Exercise requirements
Only the lines below between the ones containing "0,39 L 17,39" and "134,166 L 158,167", inclusive, are to be reproduced, each exactly as it stands.

Dataset records
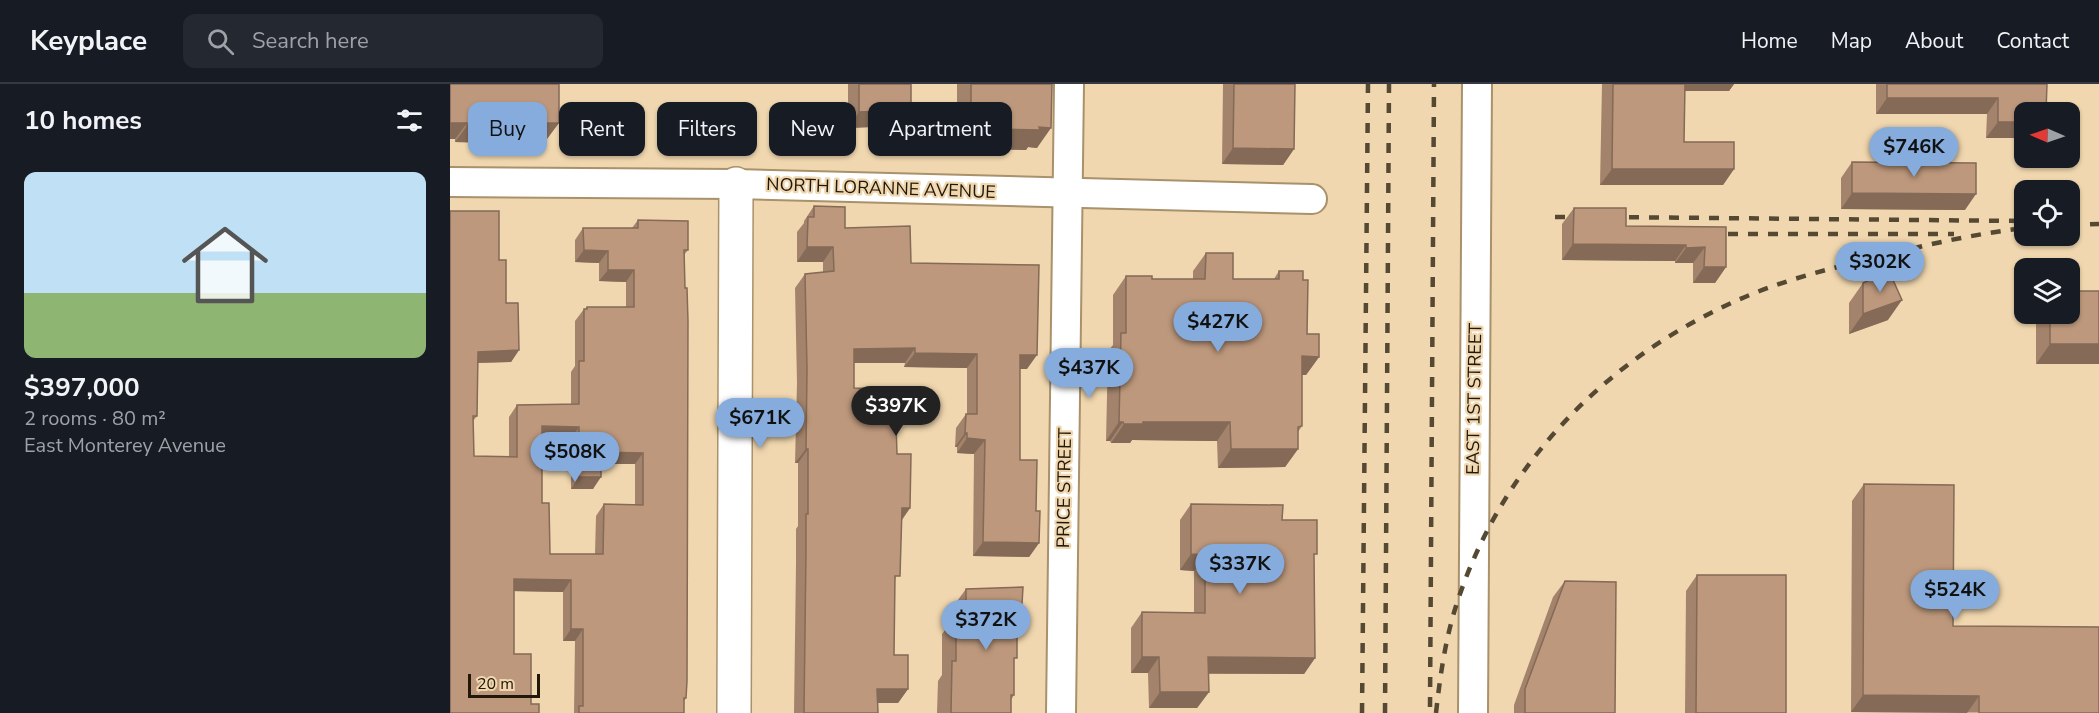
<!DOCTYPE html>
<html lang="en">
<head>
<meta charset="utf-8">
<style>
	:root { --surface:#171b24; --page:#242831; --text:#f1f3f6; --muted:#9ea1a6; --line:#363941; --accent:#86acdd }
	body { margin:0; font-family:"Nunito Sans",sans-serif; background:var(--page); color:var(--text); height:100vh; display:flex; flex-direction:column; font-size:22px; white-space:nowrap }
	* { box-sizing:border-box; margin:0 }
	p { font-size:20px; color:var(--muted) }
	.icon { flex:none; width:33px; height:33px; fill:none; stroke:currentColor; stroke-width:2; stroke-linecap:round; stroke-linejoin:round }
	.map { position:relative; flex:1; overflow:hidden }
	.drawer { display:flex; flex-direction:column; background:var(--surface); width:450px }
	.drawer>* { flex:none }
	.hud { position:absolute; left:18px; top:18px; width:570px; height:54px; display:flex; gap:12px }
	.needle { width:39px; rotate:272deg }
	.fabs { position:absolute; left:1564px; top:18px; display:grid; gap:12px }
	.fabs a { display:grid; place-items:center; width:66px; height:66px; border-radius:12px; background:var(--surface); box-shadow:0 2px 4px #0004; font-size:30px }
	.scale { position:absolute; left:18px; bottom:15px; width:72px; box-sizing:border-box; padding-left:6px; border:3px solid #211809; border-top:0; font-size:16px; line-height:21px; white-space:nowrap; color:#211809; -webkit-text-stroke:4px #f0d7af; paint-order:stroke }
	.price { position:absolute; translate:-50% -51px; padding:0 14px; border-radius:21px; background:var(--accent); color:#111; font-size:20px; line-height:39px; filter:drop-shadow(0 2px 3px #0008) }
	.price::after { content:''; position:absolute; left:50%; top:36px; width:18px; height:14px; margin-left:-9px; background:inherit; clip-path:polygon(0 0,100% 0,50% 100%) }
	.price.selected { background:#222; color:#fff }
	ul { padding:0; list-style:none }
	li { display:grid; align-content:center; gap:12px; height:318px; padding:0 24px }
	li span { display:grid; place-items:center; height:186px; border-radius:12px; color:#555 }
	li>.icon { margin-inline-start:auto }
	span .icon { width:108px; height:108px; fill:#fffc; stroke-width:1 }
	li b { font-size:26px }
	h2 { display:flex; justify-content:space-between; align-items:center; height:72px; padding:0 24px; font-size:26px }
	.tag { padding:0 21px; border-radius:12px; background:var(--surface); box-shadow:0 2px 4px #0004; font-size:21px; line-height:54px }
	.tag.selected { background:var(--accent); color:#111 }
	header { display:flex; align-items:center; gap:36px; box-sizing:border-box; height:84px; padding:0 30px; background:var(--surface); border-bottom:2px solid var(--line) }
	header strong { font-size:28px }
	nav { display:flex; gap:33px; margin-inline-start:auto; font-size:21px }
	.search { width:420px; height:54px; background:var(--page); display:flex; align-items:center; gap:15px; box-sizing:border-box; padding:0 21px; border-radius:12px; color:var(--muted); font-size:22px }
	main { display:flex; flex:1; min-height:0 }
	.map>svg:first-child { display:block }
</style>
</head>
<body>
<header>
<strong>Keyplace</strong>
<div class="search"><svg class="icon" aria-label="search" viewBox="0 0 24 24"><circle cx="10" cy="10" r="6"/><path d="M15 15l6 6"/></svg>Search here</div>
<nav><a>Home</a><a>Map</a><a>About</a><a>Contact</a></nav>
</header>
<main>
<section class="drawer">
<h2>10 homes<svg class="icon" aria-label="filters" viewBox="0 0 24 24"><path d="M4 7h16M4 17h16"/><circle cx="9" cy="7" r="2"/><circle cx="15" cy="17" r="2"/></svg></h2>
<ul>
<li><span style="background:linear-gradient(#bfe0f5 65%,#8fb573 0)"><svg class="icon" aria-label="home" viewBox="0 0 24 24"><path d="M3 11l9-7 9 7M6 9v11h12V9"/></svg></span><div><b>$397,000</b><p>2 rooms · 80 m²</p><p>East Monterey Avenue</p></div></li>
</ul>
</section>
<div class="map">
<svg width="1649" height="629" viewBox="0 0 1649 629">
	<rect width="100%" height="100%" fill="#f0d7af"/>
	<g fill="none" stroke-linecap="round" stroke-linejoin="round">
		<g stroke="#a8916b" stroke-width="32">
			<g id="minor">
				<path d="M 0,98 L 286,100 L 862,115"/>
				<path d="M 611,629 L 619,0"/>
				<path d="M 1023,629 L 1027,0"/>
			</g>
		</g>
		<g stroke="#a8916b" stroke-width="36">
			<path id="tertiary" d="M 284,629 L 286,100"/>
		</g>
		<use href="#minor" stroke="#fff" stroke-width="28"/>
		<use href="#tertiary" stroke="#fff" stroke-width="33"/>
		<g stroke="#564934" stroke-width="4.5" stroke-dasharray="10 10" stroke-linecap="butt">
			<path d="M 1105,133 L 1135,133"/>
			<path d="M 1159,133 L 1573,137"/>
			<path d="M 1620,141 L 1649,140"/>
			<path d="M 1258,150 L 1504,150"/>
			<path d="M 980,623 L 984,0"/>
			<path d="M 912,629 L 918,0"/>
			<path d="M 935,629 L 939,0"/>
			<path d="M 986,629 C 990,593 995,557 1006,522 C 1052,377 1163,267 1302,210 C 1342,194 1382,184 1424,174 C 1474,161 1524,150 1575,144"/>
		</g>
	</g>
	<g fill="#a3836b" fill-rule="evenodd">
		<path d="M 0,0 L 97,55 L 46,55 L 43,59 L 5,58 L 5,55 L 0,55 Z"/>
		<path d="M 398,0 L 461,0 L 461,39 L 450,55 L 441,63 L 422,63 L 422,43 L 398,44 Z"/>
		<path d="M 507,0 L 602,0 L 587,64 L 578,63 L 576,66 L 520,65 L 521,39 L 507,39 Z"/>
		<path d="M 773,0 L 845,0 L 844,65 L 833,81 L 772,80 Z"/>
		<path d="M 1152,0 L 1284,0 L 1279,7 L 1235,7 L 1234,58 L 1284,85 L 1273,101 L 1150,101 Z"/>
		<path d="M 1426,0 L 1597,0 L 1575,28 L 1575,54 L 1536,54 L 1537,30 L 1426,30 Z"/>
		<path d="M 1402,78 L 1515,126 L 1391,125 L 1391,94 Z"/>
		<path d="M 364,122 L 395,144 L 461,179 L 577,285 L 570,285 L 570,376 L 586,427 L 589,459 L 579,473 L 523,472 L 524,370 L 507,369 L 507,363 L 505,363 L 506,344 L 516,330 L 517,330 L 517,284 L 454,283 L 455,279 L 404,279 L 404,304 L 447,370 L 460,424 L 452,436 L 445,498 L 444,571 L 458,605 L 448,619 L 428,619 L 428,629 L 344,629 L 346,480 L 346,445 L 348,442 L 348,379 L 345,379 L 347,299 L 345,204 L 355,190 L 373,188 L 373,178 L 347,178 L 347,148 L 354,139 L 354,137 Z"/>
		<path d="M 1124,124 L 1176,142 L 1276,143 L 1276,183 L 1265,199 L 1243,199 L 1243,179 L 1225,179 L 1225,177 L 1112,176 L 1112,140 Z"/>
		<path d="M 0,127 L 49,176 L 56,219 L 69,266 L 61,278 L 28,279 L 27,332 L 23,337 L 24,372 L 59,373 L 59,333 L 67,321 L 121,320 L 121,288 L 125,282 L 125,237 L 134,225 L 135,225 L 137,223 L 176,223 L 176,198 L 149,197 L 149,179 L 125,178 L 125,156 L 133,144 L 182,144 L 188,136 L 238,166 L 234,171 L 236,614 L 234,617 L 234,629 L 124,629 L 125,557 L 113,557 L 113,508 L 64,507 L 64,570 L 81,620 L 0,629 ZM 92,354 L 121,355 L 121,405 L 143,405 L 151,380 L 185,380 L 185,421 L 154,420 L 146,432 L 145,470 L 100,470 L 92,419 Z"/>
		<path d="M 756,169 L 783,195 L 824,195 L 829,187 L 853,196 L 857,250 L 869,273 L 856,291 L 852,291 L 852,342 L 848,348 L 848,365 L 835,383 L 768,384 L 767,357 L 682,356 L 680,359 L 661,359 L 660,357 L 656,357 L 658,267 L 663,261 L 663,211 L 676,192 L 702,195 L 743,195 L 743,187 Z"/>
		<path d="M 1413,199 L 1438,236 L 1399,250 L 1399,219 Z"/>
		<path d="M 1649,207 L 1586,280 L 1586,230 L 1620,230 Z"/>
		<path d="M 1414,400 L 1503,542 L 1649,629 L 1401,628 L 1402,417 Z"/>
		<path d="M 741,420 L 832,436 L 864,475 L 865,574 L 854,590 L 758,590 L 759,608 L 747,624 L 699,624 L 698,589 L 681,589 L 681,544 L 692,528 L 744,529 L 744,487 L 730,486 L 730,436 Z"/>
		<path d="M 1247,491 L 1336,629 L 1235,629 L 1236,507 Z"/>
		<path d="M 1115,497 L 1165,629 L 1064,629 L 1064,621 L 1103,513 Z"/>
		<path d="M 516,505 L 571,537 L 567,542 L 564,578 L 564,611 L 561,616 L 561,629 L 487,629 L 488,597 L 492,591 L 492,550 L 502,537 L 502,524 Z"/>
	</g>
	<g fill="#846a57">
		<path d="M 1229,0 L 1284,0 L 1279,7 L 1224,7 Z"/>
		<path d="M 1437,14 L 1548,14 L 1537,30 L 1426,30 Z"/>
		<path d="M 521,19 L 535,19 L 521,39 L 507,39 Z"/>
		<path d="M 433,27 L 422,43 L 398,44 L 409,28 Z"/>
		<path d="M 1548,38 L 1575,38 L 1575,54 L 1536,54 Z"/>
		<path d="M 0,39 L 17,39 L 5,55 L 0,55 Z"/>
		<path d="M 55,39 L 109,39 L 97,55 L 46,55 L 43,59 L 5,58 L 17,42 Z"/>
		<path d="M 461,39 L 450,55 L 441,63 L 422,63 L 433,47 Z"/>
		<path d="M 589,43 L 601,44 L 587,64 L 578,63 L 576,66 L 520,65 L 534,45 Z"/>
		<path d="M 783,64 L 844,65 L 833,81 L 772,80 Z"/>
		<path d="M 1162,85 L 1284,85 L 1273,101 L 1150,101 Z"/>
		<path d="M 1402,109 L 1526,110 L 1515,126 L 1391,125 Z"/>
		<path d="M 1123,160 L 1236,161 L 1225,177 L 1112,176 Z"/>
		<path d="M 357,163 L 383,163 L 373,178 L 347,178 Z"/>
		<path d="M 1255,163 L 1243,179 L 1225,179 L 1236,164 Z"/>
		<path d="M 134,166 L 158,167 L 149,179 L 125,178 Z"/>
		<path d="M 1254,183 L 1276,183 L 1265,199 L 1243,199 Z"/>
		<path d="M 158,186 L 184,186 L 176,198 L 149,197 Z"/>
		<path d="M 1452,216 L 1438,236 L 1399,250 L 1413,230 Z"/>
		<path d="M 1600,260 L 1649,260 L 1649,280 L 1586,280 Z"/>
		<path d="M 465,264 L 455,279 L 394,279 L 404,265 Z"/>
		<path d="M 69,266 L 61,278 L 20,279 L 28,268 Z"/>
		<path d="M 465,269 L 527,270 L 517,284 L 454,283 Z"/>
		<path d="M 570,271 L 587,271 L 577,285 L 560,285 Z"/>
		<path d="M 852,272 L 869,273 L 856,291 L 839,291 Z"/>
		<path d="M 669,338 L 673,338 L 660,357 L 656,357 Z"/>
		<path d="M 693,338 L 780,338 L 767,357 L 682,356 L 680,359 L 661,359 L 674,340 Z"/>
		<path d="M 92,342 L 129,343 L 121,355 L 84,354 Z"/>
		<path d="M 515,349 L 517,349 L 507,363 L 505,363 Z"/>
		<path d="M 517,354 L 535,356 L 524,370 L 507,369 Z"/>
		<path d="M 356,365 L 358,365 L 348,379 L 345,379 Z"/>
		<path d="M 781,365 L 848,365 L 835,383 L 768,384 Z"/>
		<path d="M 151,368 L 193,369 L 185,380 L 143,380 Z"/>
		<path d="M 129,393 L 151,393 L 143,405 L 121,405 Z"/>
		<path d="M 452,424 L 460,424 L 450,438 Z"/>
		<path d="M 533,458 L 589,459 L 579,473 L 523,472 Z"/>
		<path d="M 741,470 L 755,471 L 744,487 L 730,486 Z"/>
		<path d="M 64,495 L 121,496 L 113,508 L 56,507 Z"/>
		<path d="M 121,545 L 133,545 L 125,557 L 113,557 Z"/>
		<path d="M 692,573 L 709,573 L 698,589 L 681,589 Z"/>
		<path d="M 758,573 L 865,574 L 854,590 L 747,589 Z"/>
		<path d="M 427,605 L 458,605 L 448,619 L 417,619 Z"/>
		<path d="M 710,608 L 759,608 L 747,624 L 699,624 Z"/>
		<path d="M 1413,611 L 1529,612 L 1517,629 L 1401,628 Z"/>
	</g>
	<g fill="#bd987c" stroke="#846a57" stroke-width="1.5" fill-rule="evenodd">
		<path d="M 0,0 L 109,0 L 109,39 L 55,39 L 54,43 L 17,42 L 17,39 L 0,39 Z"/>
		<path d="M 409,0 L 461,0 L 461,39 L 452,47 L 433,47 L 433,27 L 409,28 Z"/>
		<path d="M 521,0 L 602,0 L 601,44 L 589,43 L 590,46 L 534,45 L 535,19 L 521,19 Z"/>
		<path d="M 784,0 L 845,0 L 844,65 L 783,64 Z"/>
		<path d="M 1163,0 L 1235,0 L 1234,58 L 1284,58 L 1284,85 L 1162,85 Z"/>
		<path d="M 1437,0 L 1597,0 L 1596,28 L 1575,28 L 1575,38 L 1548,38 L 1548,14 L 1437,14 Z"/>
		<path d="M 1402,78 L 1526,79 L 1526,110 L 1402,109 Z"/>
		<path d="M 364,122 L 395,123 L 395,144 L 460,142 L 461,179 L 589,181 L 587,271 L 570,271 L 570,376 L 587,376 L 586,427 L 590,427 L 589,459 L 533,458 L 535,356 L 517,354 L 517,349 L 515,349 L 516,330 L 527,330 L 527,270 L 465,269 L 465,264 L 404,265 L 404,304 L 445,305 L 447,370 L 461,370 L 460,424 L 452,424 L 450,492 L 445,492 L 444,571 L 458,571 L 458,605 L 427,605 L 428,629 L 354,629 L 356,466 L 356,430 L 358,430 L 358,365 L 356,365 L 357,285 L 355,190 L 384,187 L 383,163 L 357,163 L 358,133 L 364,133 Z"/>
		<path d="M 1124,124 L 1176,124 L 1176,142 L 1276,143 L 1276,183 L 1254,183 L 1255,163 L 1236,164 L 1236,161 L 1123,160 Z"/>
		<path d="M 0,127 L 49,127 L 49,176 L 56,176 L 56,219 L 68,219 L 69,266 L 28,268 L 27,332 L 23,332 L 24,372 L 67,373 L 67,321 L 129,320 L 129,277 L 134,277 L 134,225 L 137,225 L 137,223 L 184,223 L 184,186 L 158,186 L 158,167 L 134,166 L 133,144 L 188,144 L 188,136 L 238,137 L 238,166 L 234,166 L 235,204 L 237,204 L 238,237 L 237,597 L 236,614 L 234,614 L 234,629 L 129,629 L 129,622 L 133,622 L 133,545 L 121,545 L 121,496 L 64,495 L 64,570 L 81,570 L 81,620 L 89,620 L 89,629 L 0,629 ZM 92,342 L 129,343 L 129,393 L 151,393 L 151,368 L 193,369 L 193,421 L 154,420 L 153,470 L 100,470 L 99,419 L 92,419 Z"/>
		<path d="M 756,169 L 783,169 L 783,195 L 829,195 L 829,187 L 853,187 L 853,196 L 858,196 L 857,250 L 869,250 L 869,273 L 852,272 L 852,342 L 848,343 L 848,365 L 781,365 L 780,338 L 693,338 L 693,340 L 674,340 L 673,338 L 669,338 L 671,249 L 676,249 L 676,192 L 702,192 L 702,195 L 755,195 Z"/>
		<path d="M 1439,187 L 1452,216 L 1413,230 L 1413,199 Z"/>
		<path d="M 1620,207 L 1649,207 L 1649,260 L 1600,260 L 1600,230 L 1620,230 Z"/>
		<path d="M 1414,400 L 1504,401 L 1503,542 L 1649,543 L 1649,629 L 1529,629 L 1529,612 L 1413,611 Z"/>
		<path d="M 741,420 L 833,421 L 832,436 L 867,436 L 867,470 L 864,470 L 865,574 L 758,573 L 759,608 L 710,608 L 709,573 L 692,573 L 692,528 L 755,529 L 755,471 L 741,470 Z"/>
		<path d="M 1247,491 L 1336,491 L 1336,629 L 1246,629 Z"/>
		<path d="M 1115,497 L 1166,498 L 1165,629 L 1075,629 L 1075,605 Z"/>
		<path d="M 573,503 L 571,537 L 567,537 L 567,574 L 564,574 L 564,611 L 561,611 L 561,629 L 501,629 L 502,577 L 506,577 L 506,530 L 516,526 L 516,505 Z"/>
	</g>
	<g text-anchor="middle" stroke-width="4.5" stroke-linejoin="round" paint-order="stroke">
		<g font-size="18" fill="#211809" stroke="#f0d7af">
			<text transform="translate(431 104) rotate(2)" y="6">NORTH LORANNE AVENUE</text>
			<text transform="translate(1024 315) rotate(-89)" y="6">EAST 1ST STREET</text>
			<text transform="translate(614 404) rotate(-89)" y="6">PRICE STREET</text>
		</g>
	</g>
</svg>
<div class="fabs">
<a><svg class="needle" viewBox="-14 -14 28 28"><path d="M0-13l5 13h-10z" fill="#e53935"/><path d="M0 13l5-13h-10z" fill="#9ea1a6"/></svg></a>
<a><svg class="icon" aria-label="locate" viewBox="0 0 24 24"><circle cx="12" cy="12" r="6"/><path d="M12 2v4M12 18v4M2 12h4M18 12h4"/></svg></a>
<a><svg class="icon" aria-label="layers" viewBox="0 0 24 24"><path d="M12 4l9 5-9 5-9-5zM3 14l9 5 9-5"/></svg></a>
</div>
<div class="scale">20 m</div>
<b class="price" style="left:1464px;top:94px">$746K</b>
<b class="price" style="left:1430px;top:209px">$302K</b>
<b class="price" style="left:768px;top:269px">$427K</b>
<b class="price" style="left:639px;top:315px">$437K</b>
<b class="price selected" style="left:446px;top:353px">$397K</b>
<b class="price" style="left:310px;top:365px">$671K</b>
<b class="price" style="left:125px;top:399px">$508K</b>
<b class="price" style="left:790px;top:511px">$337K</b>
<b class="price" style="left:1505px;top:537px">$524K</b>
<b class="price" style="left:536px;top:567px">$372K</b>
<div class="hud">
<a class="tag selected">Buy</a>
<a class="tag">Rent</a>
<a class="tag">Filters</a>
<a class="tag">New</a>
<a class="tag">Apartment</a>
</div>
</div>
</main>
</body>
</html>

Result for this exercise
		<path d="M 0,39 L 17,39 L 5,55 L 0,55 Z"/>
		<path d="M 55,39 L 109,39 L 97,55 L 46,55 L 43,59 L 5,58 L 17,42 Z"/>
		<path d="M 461,39 L 450,55 L 441,63 L 422,63 L 433,47 Z"/>
		<path d="M 589,43 L 601,44 L 587,64 L 578,63 L 576,66 L 520,65 L 534,45 Z"/>
		<path d="M 783,64 L 844,65 L 833,81 L 772,80 Z"/>
		<path d="M 1162,85 L 1284,85 L 1273,101 L 1150,101 Z"/>
		<path d="M 1402,109 L 1526,110 L 1515,126 L 1391,125 Z"/>
		<path d="M 1123,160 L 1236,161 L 1225,177 L 1112,176 Z"/>
		<path d="M 357,163 L 383,163 L 373,178 L 347,178 Z"/>
		<path d="M 1255,163 L 1243,179 L 1225,179 L 1236,164 Z"/>
		<path d="M 134,166 L 158,167 L 149,179 L 125,178 Z"/>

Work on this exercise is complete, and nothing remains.